Way back in 2011 I posted a blog named” Travel Laughs”. In it, I spoke of my love for oxymorons. They are figures of speech that put contradictory terms put together amusingly, like plastic glasses. Other and often funnier examples are given in “Travel Laughs” but not the following oxymorons: pretty bad, Old Boy, preliminary conclusion, modern history, open secret, and the term made popular by TV shows and movies about zombies. the living dead.

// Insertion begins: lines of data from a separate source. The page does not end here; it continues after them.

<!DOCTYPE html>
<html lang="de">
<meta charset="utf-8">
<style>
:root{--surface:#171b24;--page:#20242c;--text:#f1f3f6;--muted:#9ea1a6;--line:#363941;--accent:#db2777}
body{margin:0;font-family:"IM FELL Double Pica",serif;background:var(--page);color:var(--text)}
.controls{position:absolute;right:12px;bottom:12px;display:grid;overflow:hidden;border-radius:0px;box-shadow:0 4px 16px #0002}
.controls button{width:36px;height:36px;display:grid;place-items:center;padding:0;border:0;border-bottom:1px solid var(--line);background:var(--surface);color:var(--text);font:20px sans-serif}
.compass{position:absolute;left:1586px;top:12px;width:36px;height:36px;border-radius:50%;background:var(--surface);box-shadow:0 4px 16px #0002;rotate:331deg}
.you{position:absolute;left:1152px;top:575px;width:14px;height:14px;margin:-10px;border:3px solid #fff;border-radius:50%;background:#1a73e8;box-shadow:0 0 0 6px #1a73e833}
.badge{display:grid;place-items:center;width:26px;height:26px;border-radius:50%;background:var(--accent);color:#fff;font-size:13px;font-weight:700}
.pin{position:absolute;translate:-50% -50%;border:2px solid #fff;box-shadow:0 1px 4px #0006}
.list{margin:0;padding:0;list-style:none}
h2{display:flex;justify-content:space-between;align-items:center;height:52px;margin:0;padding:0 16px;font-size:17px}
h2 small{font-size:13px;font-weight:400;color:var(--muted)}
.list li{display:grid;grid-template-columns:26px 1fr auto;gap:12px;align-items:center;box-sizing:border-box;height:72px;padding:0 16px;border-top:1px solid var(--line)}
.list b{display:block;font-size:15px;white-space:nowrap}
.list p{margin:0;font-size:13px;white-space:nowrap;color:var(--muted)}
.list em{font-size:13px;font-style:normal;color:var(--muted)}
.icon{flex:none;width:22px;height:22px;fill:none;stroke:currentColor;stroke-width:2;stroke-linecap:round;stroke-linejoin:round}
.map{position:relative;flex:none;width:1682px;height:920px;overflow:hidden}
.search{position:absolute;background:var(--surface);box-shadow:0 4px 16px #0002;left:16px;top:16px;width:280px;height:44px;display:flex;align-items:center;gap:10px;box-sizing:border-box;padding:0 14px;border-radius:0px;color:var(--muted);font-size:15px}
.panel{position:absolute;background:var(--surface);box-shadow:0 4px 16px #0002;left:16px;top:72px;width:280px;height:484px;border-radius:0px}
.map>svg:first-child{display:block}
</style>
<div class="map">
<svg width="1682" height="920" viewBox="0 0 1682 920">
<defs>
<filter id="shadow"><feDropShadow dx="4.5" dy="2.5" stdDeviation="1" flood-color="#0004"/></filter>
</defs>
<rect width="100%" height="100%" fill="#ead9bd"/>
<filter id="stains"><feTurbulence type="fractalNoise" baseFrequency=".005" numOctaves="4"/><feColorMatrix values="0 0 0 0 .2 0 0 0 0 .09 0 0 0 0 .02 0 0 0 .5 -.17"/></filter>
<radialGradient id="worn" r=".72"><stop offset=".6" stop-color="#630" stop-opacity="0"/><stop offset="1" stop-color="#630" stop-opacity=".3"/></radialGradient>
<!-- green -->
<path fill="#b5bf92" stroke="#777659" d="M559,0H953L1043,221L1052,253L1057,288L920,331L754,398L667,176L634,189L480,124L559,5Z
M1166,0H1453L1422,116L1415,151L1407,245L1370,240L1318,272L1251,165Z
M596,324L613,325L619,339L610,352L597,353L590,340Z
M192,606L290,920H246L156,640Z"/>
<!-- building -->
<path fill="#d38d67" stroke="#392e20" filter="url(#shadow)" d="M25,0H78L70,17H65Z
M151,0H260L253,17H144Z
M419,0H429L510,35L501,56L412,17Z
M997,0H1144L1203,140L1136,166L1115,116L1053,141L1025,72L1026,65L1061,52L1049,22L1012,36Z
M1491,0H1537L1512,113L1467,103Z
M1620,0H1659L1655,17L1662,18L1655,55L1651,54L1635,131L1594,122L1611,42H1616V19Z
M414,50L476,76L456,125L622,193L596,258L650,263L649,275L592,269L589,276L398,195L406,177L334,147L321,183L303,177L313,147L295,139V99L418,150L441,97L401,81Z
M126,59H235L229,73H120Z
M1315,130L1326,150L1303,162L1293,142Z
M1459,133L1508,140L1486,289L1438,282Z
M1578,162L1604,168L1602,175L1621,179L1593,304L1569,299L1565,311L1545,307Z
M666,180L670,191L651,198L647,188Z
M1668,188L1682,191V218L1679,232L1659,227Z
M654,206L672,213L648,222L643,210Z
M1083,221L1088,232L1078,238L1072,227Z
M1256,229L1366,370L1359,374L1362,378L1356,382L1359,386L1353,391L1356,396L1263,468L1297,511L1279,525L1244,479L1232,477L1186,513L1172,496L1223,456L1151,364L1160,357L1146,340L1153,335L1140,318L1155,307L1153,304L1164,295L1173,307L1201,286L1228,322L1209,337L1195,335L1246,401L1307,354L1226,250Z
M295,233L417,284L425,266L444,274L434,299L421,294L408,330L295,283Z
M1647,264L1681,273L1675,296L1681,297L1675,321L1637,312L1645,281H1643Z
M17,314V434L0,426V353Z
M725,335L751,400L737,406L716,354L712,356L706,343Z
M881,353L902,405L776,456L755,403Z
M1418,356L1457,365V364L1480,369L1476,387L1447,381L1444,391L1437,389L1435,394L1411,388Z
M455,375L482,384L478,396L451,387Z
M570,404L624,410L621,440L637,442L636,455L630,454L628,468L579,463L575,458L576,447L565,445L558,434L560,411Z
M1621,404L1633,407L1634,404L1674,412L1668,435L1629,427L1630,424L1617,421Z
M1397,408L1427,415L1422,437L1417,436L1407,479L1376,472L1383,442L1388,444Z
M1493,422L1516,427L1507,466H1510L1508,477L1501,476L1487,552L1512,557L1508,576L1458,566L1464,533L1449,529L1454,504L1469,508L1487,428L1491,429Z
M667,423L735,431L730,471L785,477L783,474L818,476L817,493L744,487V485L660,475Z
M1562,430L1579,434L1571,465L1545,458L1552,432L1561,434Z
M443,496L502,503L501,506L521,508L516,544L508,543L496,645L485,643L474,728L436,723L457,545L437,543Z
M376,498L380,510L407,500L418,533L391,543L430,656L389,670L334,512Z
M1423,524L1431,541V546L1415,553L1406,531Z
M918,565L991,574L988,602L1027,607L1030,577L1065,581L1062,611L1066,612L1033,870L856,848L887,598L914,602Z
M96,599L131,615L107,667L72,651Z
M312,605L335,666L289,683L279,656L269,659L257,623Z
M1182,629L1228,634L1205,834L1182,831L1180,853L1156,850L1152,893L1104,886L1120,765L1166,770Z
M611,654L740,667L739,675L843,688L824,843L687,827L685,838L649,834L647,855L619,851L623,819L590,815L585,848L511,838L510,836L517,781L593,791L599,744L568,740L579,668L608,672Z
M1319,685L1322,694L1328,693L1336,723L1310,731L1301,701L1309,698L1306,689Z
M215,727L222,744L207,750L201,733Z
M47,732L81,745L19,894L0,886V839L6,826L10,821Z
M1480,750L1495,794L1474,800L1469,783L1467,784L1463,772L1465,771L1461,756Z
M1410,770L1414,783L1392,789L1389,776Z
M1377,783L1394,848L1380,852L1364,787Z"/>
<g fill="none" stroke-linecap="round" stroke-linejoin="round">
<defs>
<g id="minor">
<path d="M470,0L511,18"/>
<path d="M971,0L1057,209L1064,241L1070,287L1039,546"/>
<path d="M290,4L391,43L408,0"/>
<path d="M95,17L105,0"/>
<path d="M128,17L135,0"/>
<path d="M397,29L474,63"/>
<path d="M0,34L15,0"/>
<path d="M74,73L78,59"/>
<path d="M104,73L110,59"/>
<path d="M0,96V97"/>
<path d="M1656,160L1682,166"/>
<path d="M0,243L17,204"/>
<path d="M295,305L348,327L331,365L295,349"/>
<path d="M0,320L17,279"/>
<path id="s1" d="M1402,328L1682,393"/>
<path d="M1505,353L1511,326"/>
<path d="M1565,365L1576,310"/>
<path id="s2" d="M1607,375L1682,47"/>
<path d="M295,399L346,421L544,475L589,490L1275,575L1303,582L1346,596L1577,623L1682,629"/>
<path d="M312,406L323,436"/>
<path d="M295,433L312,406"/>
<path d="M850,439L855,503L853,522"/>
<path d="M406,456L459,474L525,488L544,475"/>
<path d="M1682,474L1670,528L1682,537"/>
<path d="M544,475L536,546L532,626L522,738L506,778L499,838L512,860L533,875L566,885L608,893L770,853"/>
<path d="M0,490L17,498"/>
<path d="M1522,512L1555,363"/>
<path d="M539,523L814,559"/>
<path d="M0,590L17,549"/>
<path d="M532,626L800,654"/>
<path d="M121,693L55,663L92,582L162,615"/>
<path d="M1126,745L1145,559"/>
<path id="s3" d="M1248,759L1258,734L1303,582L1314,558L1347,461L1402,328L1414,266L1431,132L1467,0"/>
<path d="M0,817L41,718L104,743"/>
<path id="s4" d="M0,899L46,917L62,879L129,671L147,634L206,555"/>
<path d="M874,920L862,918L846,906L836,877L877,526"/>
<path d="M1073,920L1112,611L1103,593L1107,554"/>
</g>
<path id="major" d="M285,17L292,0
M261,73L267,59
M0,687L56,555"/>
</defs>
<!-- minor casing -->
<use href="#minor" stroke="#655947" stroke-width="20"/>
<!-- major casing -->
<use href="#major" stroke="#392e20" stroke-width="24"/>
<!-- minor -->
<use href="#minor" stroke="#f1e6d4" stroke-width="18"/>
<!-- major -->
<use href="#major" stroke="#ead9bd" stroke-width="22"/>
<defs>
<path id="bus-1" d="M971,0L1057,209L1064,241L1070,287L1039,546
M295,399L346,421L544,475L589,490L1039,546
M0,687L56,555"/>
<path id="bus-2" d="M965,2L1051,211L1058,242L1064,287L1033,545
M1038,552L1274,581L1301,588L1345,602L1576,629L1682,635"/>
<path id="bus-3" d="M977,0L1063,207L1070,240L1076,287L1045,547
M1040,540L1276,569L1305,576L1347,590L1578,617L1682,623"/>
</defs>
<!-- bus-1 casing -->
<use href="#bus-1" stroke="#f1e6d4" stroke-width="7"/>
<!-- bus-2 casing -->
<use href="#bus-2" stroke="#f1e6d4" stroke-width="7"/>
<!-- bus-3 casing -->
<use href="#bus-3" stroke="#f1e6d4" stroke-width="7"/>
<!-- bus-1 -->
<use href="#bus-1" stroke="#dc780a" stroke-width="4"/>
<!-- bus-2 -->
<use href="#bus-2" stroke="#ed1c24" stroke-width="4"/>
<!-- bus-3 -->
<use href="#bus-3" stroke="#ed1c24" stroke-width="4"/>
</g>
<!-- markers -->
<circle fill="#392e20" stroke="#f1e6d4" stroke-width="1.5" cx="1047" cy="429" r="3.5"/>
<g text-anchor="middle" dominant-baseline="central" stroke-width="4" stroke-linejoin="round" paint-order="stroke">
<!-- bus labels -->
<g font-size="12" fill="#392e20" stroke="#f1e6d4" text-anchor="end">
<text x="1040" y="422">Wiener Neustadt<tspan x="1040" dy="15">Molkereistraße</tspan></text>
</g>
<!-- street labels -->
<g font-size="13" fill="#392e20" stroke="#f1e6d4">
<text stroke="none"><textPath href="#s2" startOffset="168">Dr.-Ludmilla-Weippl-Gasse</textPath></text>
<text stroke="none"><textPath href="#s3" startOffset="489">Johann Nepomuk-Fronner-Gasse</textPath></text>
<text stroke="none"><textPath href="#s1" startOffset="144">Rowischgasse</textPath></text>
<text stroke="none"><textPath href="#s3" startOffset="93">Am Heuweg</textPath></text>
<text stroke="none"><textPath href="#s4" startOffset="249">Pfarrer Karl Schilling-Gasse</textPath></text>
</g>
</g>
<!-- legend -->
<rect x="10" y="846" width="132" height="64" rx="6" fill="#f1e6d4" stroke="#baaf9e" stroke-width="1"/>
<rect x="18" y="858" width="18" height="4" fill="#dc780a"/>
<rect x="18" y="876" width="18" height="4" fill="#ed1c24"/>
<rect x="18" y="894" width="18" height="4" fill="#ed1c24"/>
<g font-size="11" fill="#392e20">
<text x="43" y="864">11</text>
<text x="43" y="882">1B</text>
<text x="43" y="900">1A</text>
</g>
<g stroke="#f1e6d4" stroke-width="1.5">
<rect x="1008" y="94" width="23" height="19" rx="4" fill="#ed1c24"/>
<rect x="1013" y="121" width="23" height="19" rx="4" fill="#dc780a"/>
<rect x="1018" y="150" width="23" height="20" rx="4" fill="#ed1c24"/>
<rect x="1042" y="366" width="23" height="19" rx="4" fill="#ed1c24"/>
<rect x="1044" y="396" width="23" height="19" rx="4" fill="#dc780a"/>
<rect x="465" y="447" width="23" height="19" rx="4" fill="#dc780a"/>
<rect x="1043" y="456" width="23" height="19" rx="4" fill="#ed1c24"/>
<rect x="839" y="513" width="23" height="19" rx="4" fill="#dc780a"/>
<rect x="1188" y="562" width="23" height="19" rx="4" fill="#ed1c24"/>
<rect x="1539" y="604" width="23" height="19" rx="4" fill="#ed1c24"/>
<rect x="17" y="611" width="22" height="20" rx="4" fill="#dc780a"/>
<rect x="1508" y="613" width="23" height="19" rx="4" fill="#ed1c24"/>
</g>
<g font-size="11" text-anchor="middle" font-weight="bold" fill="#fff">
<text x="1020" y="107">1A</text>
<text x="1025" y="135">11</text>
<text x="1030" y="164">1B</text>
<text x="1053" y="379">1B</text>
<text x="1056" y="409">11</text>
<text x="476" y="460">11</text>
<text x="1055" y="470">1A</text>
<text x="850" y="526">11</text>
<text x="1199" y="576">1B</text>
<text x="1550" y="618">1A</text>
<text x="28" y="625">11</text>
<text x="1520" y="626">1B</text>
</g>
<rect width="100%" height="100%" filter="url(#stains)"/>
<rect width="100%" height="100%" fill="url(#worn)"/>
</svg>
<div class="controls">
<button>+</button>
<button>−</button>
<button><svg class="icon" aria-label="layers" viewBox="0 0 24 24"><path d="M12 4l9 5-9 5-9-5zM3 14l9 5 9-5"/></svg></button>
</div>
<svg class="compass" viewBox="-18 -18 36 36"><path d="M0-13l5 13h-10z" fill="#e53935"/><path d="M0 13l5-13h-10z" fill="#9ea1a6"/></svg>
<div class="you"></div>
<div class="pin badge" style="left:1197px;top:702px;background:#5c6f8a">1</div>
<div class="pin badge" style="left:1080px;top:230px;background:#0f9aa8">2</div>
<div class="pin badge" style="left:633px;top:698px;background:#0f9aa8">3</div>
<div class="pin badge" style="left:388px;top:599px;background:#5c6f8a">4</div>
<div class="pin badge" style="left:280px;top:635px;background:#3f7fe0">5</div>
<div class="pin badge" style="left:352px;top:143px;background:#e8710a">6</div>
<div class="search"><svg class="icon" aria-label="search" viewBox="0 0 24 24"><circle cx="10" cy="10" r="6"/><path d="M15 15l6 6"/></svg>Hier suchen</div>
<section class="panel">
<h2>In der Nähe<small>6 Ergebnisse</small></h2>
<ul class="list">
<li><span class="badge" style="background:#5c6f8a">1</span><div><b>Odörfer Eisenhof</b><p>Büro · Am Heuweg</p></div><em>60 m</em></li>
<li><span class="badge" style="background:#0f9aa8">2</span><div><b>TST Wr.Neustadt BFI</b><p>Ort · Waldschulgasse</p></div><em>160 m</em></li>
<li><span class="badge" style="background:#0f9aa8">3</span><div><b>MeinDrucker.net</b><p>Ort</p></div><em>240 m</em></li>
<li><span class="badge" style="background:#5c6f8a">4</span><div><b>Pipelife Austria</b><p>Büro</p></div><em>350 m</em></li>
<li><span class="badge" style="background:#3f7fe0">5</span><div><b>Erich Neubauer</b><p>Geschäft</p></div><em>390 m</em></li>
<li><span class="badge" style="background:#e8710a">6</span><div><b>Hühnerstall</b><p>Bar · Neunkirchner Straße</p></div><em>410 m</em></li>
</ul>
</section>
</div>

Did you ever hear someone comment on a movie by calling it awfully good? This is an oxymoron when you think about it. Remember when we used to describe a non-threatening growth in the human body with the oxymoron “a benign tumor”? Then there’s bittersweet, Civil War, and a phrase teenagers love, “I’m doing nothing”. Did you ever ride a “Down escalator”?

Another and more difficult figure of speech to understand is the spoonerism. A minister by the name of William Archibald Spooner used to get his terms twisted, creating a new word game. Spoonerisms are humorous errors in speech is which words in common phrases are switched. Spooner might call Jesus Christ a shoving leopard instead of a loving shepherd. Someone experiencing a setback might be said to be having a blushing crow. The author Shel Silverstein once wrote a book called Runny Babbitt that is little more than a series of non-stop spoonerisms. “Hats off to our queer old dean.” WHOOPS!